Nothing in his past suggests the rebel. His father clerks in a Houston post office and it was only the interminable drift of the war that led him to the edge of resentment. “I was anti-Vietnam before the sevice [sic],” he told a Washington Post reporter not long ago, “but when I was reclassified in my senior year at the University of Houston I said to my Dad, ‘What do you think of my cutting out for Canada?’ My Dad answered, "I'd put that in the same category as being a queer’.” Still, he did move for a time to Luxemburg [sic], but soon returned home and joined the Navy.
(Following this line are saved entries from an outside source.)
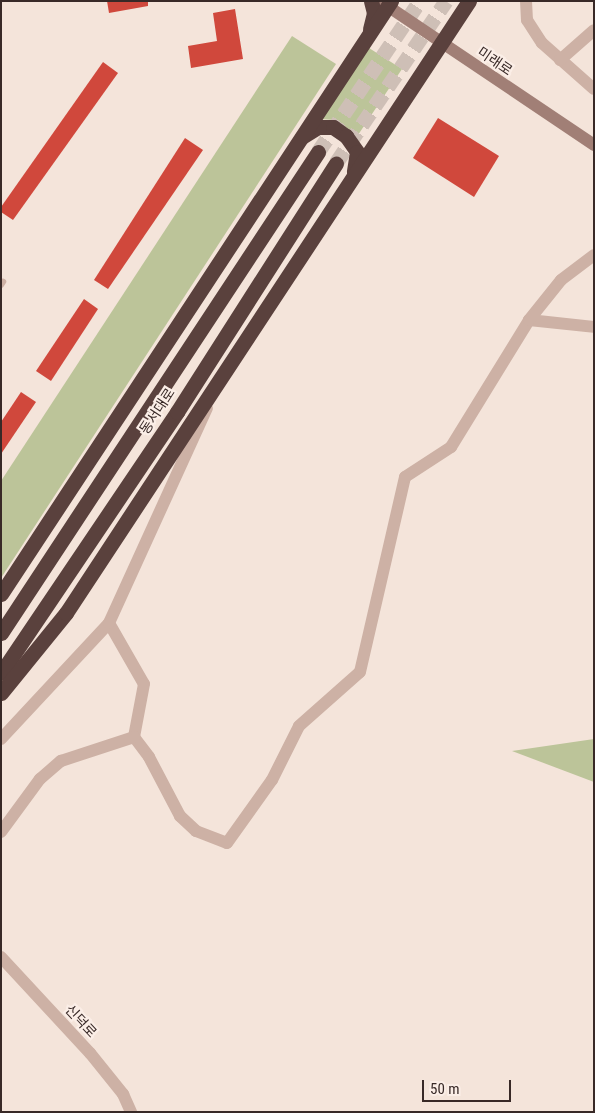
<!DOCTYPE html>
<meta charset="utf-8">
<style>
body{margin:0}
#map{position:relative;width:595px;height:1113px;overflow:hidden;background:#f4e4da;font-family:"Roboto Condensed","Noto Sans KR",sans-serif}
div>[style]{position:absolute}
.green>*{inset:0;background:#bcc499}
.building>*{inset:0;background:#d0483c}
.highway-tunnel>*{height:15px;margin-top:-7.5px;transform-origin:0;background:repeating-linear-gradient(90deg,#cebfb6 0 15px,transparent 0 23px)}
.lane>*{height:6px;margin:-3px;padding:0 3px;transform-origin:3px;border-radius:3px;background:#cdb1a5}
.street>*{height:12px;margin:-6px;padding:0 6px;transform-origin:6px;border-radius:6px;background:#cdb1a5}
.secondary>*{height:12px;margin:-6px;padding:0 6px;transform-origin:6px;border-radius:6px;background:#a17f76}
.highway>*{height:15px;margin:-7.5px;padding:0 7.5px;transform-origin:7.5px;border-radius:7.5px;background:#5a413d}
span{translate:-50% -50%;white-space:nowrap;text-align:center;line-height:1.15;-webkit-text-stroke:4.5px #fbeee7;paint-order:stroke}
.street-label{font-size:14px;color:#382927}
.frame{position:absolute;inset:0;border:2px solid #382927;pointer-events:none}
.scale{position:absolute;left:422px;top:1080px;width:89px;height:22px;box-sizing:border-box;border:2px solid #382927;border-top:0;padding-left:6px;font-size:15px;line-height:18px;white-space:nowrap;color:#382927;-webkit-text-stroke:4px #fbeee7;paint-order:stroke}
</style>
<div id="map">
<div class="green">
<div style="clip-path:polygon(292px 36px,336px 64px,1px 578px,1px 481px)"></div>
<div style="clip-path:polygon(369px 48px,402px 69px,358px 135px,335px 120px,319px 119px,364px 49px)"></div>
<div style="clip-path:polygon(594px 739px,594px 782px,512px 751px)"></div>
</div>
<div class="building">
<div style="clip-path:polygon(107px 1px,148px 1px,148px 6px,109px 13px)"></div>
<div style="clip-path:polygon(235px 9px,243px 59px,191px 68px,188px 46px,217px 41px,213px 13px)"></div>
<div style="clip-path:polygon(103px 62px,118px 73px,13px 220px,1px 212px,1px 207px)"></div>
<div style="clip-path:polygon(438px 118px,499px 156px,474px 197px,413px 158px)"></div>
<div style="clip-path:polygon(185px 138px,203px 150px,108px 289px,94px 280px)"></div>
<div style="clip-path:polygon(84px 299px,98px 309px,51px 381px,36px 371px)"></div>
<div style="clip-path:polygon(21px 392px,36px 402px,1px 454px,1px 422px)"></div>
</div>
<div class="highway-tunnel">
<div style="left:318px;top:152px;width:182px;rotate:-56deg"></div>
<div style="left:336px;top:163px;width:196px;rotate:-55.8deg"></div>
</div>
<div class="lane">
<div style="left:1px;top:285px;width:4px;rotate:-56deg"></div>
</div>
<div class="street">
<div style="left:526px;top:1px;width:19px;rotate:87deg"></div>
<div style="left:527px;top:20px;width:27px;rotate:57deg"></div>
<div style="left:542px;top:43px;width:69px;rotate:41.5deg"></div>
<div style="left:560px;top:60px;width:45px;rotate:-41.4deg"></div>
<div style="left:529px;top:320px;width:65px;rotate:6.1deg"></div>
<div style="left:109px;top:623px;width:70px;rotate:60.2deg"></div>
<div style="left:144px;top:684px;width:54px;rotate:100.7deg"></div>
<div style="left:134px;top:737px;width:25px;rotate:53deg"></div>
<div style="left:149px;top:757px;width:67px;rotate:62.3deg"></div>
<div style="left:180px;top:816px;width:22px;rotate:43deg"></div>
<div style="left:196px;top:831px;width:33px;rotate:21deg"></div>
<div style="left:227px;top:843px;width:77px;rotate:-54.5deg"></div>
<div style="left:272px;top:780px;width:60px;rotate:-63.4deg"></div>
<div style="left:299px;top:726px;width:81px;rotate:-41.5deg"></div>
<div style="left:360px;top:672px;width:200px;rotate:-77deg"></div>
<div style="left:405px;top:477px;width:55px;rotate:-33.1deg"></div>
<div style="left:451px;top:447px;width:149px;rotate:-58.4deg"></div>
<div style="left:529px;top:320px;width:51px;rotate:-51.3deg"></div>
<div style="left:561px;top:280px;width:41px;rotate:-37.1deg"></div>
<div style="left:1px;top:739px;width:158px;rotate:-47deg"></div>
<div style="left:109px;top:623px;width:236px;rotate:-65.5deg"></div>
<div style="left:1px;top:832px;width:66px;rotate:-53.7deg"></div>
<div style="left:40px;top:779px;width:28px;rotate:-41deg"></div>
<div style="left:61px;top:761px;width:77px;rotate:-18.2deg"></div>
<div style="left:1px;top:957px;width:131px;rotate:47.2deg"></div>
<div style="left:90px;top:1053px;width:53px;rotate:51.2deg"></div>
<div style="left:123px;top:1094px;width:20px;rotate:66deg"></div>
</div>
<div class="secondary">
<div style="left:380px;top:1px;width:258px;rotate:33.9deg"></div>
</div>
<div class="highway">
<div style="left:370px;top:29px;width:16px;rotate:-76deg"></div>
<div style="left:374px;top:13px;width:12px;rotate:-104deg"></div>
<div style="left:302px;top:137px;width:19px;rotate:-32deg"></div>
<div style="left:318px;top:127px;width:15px"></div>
<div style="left:333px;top:127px;width:16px;rotate:35deg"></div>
<div style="left:346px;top:136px;width:19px;rotate:55deg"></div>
<div style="left:357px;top:152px;width:20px;rotate:99deg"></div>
<div style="left:1px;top:594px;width:710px;rotate:-56.67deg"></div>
<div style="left:1px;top:633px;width:576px;rotate:-56.61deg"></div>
<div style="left:1px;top:673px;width:315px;rotate:-56deg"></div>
<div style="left:177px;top:412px;width:295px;rotate:-57.4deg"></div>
<div style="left:1px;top:693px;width:103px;rotate:-50.9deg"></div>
<div style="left:66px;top:613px;width:733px;rotate:-56.64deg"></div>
</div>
<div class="street-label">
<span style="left:495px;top:61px;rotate:34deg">미래로</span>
<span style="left:157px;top:411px;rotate:-57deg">동서대로</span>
<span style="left:81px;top:1021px;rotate:47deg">신덕로</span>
</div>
<div class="frame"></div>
<div class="scale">50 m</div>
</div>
“When discipline goes, men die needlessly,” was said recently by General Lewis Walt. But whose discipline and whose war? Roger Priest is stationed in Washington, D.C. behind a desk. It may be understandable for old-timers to equate minor-league criticism with battlefield insubordination but their response is too often chaotic escalation. Priest is expected to be charged under Article 134 of the Uniform Code of Military Justice (or the Uniform Code of Marsupial Justice to one GI “because the entire system is a kangaroo court”), the latitude of which is indicated by its claim as violations “.....all disorders and neglects to the prejudice of good order and discipline in the armed forces, all conduct of a nature to bring discredit upon the armed forces, shall be punished as a courtmartial shall direct”. Hardly raw mateial [sic] for the Bill of Rights.

With all his severe expletives and angry epithets Roger Priest is only a mirror of our times. What shall we do with all those bitter young men whose lives and fortunes are at stake and who see in this miseralbe [sic] war not one single idea which they can grasp and be ready to die for? Shall we continue to drag them into the service? Shanghai them into infantry platoons in the Ashau Valley? Put them into prison? Drive them into exile? Has any American government ever treated its young so shamelessly?